Design Team - Herzog & de Meuron, founded in 1978 and based in Basel, Switzerland, has emerged as one of the world's most influential architectural practices, led by founding partners Jacques Herzog and Pierre de Meuron. This internationally acclaimed firm employs over 500 professionals from 50 countries, demonstrating a commitment to global collaboration and cross-cultural design excellence.
The practice's design philosophy transcends conventional architectural boundaries, embracing an obligation to address contemporary societal challenges through innovative spatial solutions. With over 600 projects spanning 40 countries, Herzog & de Meuron consistently delivers bespoke architectural responses that engage deeply with site-specific conditions, cultural contexts, and programmatic requirements.
The firm has garnered recognition for its commitment to integrating material innovation with spatial experience, with Partner in Charge Jason Frantzen leading a team that includes Project Directors Aurelien Caetano and Mehmet Noyan, along with an interdisciplinary team of experts from the Basel headquarters. This combination of international experience with local expertise positions Herzog & de Meuron uniquely within the global architectural landscape.
The firm's design philosophy emphasizes that architecture should transcend surface form through innovative typological research—designed not merely for visual impact but to organically respond to sociocultural needs and site-specific conditions. Through sustainable design strategies and interdisciplinary collaborative approaches, working across diversified projects from cultural architecture to urban planning, they believe the best architecture results from precise interventions through comprehensive analysis of both tangible and intangible contextual factors. Herzog & de Meuron believes architecture should serve as a carrier of cultural identity and social consciousness, creating place-based architectural experiences through strategic spatial organization and innovative material applications.

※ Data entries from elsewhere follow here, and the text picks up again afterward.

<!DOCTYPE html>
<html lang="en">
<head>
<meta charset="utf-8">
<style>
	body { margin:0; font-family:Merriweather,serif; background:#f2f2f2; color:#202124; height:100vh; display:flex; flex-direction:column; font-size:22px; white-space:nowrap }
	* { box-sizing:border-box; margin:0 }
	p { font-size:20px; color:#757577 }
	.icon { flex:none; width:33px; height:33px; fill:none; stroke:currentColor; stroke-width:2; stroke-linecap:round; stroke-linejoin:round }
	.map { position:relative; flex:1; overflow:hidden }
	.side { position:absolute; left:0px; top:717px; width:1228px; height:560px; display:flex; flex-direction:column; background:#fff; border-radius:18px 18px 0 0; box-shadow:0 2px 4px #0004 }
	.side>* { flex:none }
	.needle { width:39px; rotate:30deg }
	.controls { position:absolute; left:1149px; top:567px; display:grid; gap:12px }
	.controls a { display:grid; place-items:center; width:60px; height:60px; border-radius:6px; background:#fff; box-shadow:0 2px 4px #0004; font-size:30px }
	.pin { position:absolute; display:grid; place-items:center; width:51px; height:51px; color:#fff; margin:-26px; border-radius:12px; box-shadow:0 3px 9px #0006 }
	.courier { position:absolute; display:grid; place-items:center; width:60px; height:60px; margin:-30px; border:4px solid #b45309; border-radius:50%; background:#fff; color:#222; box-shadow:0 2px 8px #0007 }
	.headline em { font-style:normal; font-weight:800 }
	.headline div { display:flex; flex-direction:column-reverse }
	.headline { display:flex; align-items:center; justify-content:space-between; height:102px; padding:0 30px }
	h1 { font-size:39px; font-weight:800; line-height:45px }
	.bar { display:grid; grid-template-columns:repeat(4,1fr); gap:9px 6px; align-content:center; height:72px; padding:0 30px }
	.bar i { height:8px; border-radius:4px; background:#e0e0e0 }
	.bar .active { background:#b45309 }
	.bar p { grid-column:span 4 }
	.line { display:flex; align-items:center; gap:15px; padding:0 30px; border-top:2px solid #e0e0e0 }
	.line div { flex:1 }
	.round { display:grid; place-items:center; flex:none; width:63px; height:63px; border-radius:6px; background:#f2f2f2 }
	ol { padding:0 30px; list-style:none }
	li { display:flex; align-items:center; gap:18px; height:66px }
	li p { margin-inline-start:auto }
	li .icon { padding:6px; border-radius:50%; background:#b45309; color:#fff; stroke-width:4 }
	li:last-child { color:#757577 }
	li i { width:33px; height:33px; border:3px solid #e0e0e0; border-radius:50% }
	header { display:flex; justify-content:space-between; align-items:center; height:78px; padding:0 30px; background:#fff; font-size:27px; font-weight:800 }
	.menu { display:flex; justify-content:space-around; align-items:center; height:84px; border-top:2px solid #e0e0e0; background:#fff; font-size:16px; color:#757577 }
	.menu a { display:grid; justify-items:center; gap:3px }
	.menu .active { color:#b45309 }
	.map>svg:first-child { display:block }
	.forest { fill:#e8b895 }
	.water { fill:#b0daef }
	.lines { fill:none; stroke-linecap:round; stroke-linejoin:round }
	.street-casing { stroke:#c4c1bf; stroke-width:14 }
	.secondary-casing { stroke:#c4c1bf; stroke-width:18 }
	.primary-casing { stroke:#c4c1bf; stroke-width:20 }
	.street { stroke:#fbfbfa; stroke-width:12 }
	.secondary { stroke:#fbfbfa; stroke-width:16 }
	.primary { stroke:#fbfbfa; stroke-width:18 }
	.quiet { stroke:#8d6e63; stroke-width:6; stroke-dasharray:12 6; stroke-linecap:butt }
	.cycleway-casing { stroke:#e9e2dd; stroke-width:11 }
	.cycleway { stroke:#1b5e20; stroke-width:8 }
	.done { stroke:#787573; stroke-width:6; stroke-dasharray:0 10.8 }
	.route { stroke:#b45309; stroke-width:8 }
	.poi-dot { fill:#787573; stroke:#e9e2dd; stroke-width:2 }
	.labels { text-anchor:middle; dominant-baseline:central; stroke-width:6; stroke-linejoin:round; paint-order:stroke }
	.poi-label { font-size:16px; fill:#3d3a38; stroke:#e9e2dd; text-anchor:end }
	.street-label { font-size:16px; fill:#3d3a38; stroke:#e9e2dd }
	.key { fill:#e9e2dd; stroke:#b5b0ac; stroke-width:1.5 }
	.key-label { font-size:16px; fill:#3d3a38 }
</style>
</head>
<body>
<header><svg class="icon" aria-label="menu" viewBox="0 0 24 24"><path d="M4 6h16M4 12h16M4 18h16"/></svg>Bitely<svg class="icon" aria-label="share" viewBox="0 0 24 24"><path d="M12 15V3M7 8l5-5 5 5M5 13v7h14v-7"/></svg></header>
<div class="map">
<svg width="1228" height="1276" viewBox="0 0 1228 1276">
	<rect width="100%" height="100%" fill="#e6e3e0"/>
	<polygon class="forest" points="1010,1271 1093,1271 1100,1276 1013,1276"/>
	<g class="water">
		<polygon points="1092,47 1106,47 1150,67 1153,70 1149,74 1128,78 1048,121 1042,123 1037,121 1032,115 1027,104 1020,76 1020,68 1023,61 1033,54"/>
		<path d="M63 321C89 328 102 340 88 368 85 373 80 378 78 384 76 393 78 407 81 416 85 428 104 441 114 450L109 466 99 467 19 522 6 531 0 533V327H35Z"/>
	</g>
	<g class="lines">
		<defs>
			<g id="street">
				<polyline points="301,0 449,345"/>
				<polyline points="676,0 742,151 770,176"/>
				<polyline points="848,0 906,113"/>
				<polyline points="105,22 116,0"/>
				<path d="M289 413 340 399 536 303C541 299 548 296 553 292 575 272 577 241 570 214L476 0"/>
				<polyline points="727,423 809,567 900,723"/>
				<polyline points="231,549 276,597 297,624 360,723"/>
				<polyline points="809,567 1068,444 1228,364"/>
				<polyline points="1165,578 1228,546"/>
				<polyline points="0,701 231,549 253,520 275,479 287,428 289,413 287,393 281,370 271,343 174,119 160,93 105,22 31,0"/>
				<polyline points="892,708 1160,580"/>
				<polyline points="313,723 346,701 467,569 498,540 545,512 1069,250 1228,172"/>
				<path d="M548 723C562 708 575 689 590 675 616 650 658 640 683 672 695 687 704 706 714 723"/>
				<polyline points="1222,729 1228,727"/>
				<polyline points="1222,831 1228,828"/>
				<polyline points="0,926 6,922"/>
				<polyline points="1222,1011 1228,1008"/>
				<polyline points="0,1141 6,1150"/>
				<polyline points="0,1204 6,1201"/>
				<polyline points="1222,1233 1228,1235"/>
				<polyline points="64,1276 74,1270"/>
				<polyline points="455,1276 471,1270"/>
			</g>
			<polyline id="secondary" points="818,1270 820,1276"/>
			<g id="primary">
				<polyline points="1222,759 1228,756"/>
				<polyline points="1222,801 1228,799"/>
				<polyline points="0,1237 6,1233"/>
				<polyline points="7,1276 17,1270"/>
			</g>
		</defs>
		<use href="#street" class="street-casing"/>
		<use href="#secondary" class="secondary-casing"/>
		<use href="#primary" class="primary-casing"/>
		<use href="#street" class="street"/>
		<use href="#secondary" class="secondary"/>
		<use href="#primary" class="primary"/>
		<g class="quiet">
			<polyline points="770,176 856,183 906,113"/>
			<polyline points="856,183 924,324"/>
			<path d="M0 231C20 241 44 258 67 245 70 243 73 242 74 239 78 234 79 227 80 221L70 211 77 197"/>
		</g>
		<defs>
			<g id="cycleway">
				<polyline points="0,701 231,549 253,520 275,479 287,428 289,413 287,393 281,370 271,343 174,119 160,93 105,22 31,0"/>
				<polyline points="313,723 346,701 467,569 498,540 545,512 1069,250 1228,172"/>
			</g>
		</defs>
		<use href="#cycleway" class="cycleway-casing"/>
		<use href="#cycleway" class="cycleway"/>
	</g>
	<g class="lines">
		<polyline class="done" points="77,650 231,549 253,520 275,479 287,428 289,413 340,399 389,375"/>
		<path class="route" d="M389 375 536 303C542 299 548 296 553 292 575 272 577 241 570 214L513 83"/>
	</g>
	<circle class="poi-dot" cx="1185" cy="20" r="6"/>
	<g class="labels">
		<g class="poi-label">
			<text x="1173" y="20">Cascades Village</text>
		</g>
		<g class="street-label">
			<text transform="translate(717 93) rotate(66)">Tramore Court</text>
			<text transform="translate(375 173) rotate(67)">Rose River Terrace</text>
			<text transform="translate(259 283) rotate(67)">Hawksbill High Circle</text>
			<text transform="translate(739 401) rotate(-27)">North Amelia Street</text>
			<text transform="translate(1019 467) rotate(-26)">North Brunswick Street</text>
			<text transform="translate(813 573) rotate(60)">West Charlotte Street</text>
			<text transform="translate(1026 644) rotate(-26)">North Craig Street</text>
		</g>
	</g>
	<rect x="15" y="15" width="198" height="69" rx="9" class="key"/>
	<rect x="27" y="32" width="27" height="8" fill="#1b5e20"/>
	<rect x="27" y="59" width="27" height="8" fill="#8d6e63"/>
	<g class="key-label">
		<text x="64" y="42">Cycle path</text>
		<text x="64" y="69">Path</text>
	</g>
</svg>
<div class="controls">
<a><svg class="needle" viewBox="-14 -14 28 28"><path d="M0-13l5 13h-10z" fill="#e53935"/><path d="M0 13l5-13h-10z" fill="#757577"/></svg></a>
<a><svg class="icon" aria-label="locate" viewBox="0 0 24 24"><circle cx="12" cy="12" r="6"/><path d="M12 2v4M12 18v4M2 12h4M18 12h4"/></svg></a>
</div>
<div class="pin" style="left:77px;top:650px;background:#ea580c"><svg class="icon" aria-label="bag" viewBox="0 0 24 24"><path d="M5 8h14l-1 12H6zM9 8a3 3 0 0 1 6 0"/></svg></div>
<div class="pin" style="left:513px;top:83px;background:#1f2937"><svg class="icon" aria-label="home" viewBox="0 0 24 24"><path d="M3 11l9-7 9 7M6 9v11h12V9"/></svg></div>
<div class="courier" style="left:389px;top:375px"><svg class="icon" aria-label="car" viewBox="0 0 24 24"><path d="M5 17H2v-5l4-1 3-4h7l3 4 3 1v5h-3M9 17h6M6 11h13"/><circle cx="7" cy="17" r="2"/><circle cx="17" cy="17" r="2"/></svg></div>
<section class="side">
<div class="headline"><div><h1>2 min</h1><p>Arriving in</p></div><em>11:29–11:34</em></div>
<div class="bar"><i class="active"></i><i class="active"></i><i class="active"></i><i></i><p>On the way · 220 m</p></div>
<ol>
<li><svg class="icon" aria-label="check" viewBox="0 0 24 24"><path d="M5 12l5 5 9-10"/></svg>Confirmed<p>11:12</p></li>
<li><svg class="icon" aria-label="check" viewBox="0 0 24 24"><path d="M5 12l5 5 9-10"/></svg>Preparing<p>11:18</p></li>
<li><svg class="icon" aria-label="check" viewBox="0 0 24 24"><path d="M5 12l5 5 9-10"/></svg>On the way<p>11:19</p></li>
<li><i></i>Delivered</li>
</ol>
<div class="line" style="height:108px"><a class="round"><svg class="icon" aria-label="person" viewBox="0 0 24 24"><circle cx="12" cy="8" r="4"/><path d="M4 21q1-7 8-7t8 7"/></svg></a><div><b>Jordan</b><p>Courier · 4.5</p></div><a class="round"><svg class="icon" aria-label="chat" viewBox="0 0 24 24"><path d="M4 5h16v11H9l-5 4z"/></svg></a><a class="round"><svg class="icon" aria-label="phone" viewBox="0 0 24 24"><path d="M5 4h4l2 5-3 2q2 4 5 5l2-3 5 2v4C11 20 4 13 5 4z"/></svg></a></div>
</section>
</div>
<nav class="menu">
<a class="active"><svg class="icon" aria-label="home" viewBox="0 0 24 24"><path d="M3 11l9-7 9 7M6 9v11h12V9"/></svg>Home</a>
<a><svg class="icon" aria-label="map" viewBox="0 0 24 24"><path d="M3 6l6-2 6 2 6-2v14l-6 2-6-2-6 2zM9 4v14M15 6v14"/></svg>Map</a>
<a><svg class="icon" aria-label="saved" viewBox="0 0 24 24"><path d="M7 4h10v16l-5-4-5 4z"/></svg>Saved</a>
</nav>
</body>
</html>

Beyond practice, the firm maintains strong technical integration through close collaboration with world-class professional consultants, including structural engineer Guy Nordenson and Associates and landscape designer Piet Oudolf. Through thoughtful integration of advanced construction technologies with humanistic design concepts, breakthrough applications of innovative materials, and deep understanding of architectural cultural heritage, Herzog & de Meuron has established itself as a significant contributor to contemporary international architectural discourse, creating architectural works that are both innovative and embrace profound cultural content. The firm has received numerous international recognitions, including the Pritzker Architecture Prize (2001), RIBA Royal Gold Medal (2007), Praemium Imperiale (2007), and Louis I. Kahn Award (2023), among other prestigious honors.